Consider now how a private-enterprise system allocates resources to solve four basic economic problems.

How the Market system Decides What To Produce

Under a private-enterprise, free-price system, onsumers control what is produced. Consumers register their preferences through the amount of money they spend on various goods and services.The more you want something, the more money you will spend on it and the higher price you will be willing to pay for it. This is how the price system decides which are the most important goods and services to produce.


But one point is vital. In order to count, consumers’ demands have to be backed up with dollars. No matter how badly you want a Buick and a fine house, your desires become effective in the market only to the extent they are backed up by the ability to pay. The price mechanism is hardboiled, impersonal.

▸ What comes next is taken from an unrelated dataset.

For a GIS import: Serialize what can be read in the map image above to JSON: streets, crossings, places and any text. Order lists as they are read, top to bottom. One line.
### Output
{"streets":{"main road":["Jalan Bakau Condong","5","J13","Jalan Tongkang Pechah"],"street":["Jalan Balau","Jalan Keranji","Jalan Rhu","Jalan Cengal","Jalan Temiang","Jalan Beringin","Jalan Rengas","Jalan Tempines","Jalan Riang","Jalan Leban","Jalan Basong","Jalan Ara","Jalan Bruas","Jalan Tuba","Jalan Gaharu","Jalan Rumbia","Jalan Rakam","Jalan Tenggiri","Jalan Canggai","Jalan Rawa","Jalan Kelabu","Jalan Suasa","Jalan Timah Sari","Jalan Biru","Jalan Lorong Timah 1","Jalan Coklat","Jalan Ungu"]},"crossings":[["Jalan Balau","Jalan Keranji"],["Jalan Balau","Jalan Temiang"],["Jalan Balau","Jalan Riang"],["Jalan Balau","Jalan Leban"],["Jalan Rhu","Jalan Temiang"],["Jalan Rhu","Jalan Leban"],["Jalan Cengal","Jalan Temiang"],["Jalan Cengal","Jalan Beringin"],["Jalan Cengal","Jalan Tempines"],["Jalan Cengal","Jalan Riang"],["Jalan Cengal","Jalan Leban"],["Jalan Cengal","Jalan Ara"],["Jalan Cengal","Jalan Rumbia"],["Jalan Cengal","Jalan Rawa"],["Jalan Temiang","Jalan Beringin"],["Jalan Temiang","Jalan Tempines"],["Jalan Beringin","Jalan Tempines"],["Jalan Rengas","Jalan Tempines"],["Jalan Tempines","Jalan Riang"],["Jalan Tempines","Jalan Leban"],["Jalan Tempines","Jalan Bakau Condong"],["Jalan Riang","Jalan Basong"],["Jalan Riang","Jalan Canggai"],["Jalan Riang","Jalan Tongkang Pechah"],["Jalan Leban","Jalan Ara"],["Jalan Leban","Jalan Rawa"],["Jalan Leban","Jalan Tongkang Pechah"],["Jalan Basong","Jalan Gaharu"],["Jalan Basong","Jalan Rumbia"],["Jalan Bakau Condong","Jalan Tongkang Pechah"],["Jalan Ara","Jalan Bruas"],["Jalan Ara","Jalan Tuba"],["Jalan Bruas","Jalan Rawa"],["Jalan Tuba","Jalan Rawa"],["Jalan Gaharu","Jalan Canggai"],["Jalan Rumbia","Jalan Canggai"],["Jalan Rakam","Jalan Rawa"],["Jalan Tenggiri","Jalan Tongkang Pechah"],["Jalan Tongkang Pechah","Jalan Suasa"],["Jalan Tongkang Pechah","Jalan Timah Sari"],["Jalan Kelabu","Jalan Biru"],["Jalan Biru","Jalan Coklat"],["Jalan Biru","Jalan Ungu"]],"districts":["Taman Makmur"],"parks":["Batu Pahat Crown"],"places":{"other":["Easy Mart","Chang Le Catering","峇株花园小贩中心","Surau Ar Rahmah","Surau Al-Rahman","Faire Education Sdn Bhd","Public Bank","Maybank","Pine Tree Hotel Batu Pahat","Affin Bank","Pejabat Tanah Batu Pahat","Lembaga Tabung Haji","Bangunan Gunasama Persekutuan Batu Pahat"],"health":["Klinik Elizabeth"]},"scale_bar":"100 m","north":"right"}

It produces Cadillacs for millionaires when poor youngsters have no toys.


Prices reflect not how much consumers “need” goods and services, but how much they are willing and able to pay for them.

How the Market system Gets the Goods Produced

Businessmen are out to make profits, and they find profits where selling prices are higher than costs. Thus, businessmen move to those industries where consumers bid prices up, and where their own ingenuity and other factors such as plentiful labor and materials can bring costs down. Workers and owners of other productive resources generally move toward higher-pay, away from lower-pay jobs, though their decisions are also influenced by their preferences on location, working conditions, and the like. This combination of consumers’ demands, workers’ job preferences, and businessmen’s desire for profits gets the goods produced that consumers want most, at the lowest possible cost.


Thus, the businessman is essentially a link between consumers and productive resources. His social function is to organize productive activity in the most efficient (lowest-cost) way possible, and to channel productive resources toward industries where consumer demand is strongest. Profits are the mainspring of the system the carrot in front of the profit-seeker. In seeking profits, the businessman performs a vital social function.

How the Market system Distributes Products

Who gets the goods that are produced? The price system allocates them to those who have the desire and the income to buy them. There are two steps in this process.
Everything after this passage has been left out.